Example 2. Spurn Head, England. Spurn Head is a long recurved spit at the mouth of the Humber Estuary, built by longshore drift carrying sediment southward along the rapidly eroding Holderness coast. Its hooked end and the salt marsh in its sheltered lee are classic spit features, and its survival depends on continued sediment supply from updrift cliff erosion.
Try this
Q1. Explain why sediment moves along a beach in a zigzag path. [3 marks]
- Cue. Waves push swash obliquely up the beach at the angle of approach, while backwash returns sediment straight down the slope under gravity; repeated, this produces a net zigzag movement, longshore drift.
Q2. State two conditions that favour coastal deposition. [2 marks]
- Cue. Low wave energy (sheltered, refracted or behind a barrier) and a high sediment supply (from rivers, eroding cliffs or offshore sources), with constructive waves dominating.
Q3. Explain how a tombolo forms. [2 marks]
- Cue. Longshore drift or wave refraction deposits sediment in the sheltered water between an island and the mainland, building a bar or spit that eventually links the island to the shore.
Exam-style practice questions
Practice questions written in the style of SEAB exam questions on this dot point, with worked answer explainers. The year tag is the paper they imitate, not the source.
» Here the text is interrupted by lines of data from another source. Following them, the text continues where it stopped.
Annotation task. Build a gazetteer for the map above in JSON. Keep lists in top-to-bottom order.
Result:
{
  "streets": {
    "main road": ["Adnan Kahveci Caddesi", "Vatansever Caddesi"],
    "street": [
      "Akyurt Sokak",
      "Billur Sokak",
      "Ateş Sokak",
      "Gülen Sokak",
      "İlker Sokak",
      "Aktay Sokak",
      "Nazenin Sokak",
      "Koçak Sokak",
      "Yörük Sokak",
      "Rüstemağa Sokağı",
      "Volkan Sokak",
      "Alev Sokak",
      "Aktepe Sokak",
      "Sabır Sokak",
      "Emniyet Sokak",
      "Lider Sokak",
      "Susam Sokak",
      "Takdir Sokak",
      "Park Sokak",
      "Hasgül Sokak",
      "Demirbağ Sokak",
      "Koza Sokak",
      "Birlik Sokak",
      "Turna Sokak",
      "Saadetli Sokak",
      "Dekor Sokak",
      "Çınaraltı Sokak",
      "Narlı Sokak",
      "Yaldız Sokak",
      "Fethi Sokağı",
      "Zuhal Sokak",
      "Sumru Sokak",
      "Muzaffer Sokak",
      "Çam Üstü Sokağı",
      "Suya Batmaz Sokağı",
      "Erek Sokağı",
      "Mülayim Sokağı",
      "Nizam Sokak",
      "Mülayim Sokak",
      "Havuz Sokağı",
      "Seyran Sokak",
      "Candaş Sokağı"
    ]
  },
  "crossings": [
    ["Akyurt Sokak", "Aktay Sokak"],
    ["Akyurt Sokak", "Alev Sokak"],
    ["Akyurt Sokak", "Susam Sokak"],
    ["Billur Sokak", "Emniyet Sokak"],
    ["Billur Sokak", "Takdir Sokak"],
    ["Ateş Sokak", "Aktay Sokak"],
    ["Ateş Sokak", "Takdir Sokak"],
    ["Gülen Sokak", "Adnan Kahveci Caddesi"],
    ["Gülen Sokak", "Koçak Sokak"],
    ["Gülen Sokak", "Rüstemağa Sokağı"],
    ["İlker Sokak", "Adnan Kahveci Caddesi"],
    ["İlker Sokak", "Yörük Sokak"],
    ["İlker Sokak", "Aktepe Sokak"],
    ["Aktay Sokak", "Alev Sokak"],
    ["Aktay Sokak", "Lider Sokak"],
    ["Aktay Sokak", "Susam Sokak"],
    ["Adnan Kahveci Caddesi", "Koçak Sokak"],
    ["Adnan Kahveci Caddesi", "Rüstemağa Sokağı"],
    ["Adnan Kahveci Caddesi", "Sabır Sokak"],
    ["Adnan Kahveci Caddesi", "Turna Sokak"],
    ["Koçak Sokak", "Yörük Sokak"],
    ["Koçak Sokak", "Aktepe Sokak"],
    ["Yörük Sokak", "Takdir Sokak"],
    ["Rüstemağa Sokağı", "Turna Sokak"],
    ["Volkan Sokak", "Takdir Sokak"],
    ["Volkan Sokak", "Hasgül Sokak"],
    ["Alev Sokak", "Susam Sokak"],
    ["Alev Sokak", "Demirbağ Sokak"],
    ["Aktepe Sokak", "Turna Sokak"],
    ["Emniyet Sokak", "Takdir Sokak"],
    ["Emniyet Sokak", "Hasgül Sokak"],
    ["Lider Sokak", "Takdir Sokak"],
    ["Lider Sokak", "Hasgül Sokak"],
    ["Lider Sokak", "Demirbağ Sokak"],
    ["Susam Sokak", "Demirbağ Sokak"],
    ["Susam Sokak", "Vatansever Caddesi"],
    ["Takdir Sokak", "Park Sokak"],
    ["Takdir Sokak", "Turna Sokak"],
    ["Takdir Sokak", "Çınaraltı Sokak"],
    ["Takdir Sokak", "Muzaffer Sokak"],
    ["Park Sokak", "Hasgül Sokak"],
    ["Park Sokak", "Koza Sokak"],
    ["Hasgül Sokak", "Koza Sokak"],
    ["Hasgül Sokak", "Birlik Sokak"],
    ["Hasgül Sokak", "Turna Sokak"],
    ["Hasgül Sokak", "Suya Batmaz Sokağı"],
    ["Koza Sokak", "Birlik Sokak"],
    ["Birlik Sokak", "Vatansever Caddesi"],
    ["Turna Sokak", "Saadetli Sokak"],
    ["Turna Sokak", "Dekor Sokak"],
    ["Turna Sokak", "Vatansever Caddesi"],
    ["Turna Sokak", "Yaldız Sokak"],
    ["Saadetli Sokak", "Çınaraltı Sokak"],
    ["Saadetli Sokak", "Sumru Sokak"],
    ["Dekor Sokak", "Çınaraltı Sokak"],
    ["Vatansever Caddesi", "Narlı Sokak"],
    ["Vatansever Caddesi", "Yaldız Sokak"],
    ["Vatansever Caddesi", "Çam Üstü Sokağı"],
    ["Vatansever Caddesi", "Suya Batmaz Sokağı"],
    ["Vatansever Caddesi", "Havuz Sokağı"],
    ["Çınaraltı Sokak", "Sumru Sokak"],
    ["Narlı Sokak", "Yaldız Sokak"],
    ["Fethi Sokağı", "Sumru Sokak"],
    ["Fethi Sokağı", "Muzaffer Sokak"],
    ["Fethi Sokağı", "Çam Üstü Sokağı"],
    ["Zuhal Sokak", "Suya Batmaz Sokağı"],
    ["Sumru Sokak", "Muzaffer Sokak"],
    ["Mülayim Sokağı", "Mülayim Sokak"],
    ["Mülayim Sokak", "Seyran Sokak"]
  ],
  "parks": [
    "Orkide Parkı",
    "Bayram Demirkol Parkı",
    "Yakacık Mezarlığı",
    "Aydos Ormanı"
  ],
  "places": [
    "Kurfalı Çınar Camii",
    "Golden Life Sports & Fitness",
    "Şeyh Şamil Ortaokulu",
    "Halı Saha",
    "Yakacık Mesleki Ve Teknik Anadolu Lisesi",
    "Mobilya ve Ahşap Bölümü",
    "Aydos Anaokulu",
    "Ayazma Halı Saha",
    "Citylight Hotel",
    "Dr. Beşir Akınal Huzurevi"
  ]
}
Original10 marksExplain how longshore drift transports sediment along a coast and how it leads to the formation of a spit.Show worked answer →
Argument: longshore drift moves sediment along the shore in a zigzag path driven by waves approaching at an angle, and where the coast changes direction this transport builds a spit out into open water.
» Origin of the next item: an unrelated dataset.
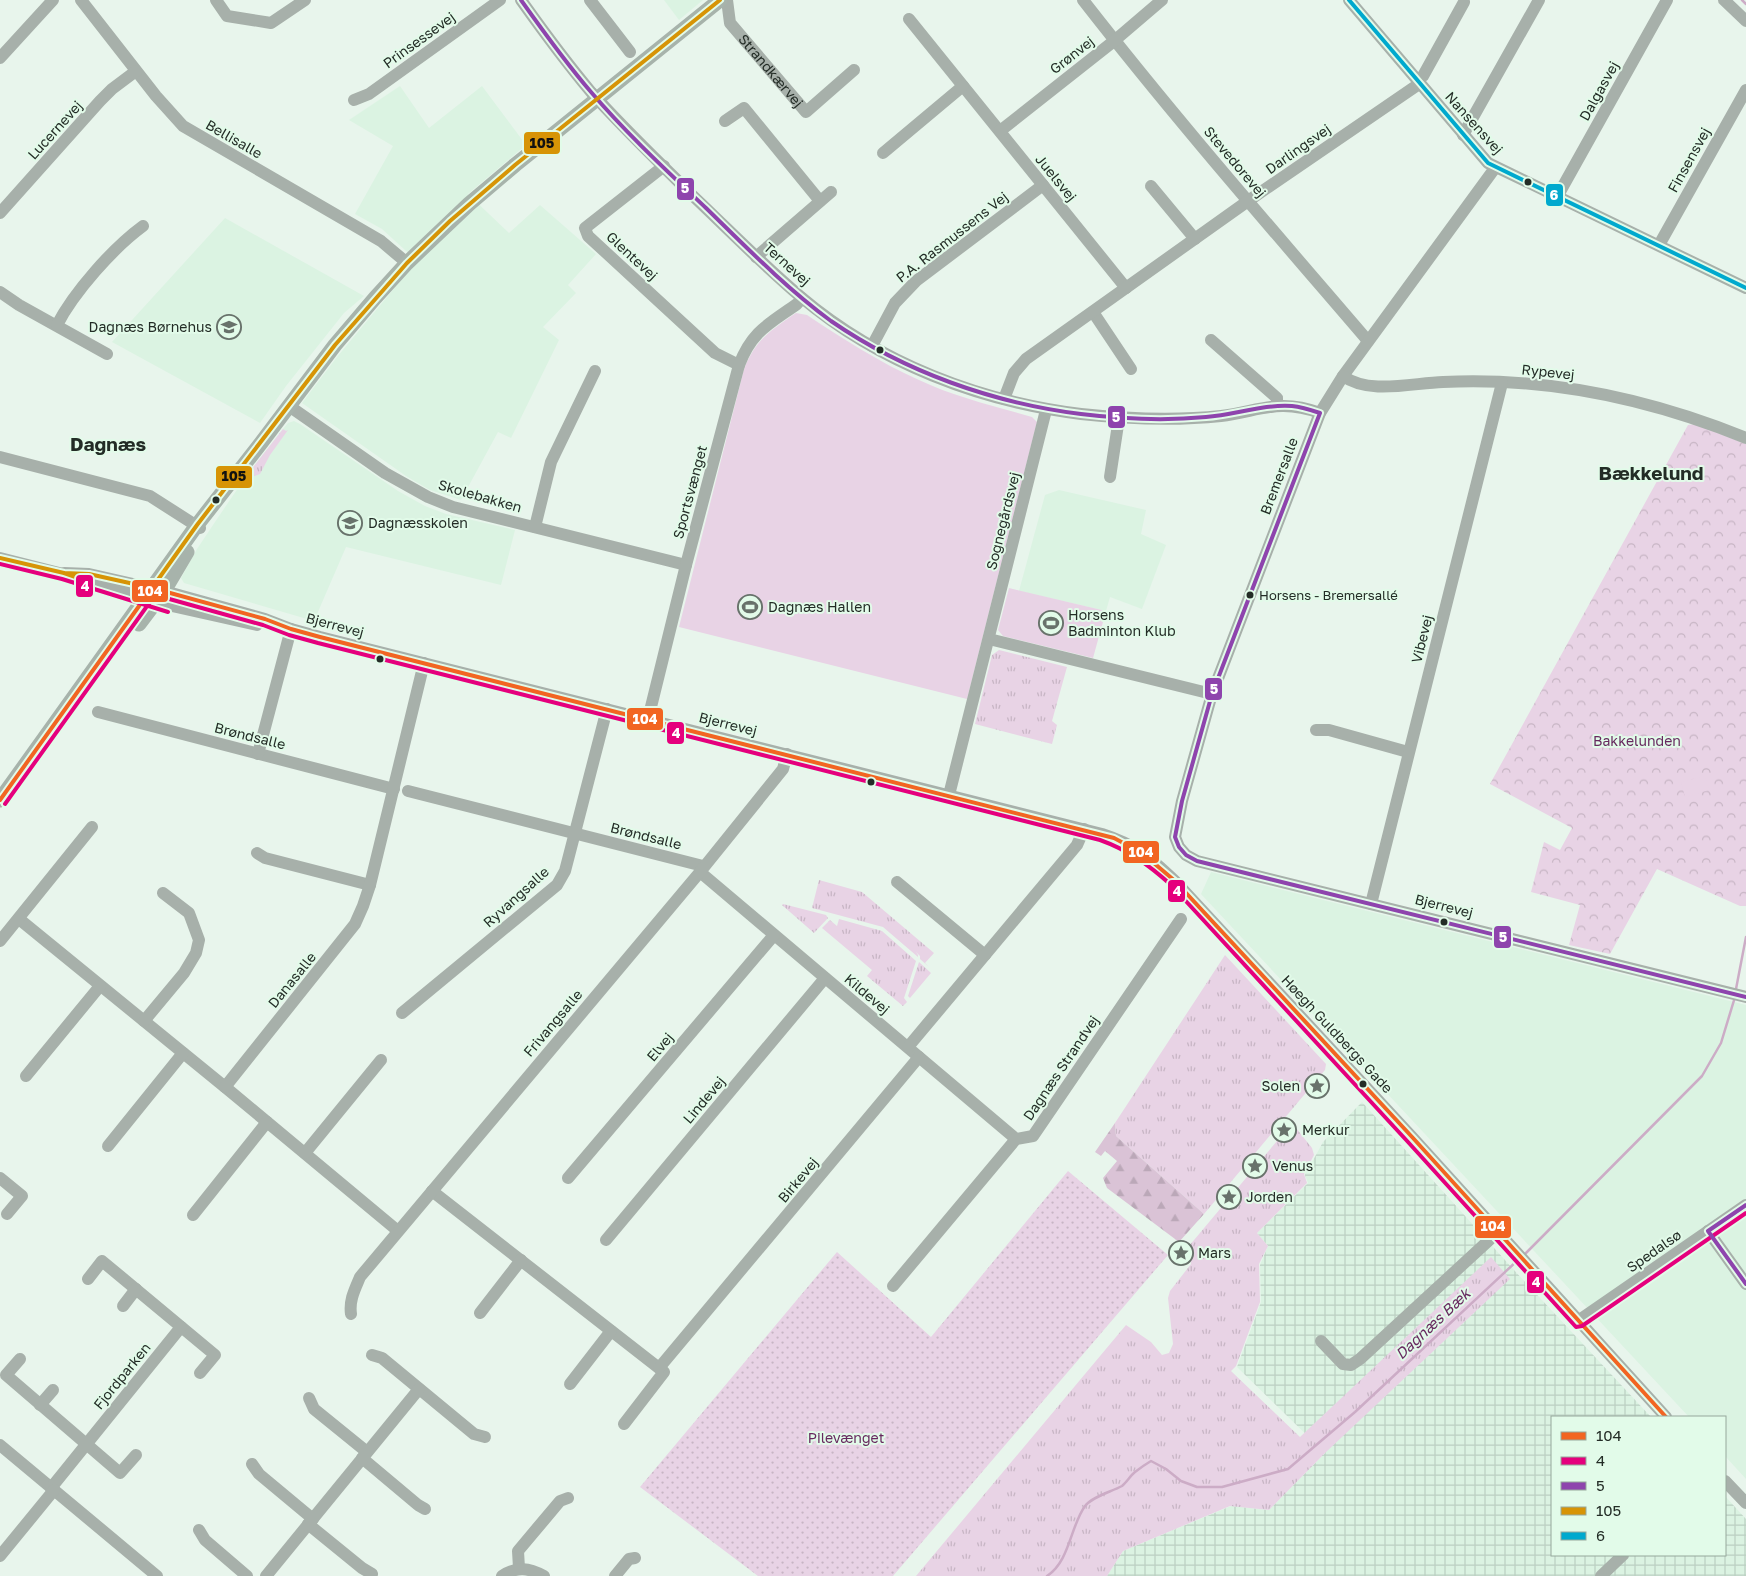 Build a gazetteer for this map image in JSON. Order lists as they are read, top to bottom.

Process to explain: when waves approach the beach at an angle (set by the prevailing wind), the swash carries sediment up the beach at that angle, but the backwash, under gravity, returns it straight down the steepest slope. Repeated, this moves sediment along the coast in a zigzag, the net direction being longshore drift.
Spit formation: where the coastline changes direction, for example at a river mouth or bay, longshore drift continues in its original direction across the open water, depositing sediment as a long ridge attached to the land at one end. The sheltered, lower-energy water behind it allows finer sediment and salt marsh to accumulate. A change in wind direction can curve, or recurve, the distal end, giving a hooked spit. The spit cannot grow across a river mouth indefinitely because the river current keeps a channel open.
Markers reward the swash-at-an-angle, backwash-straight-down mechanism, the role of a change in coastline direction, deposition in lower-energy water, and recurving and the marsh behind.
Original8 marksExplain the conditions and processes that favour coastal deposition, with reference to depositional landforms.Show worked answer →
Argument: deposition occurs where wave energy is low and sediment supply is high, so the sea drops more material than it removes, building constructive landforms.
Conditions: sheltered locations such as bays where wave refraction reduces energy; areas behind spits, reefs or islands; coasts with a low gradient and a large sediment supply from rivers, cliff erosion or offshore sources; and constructive wave conditions where swash exceeds backwash.
Landforms to reference: beaches accumulate where swash deposits sediment; spits extend from a change in coastline direction; a bar can form where a spit grows across a bay or where an offshore bar is driven onshore, sometimes enclosing a lagoon; a tombolo links an island to the mainland; barrier islands form offshore on low-energy, sediment-rich coasts.
Markers reward linking low energy and high sediment supply to deposition, the role of constructive waves and shelter, and accurate reference to named depositional landforms.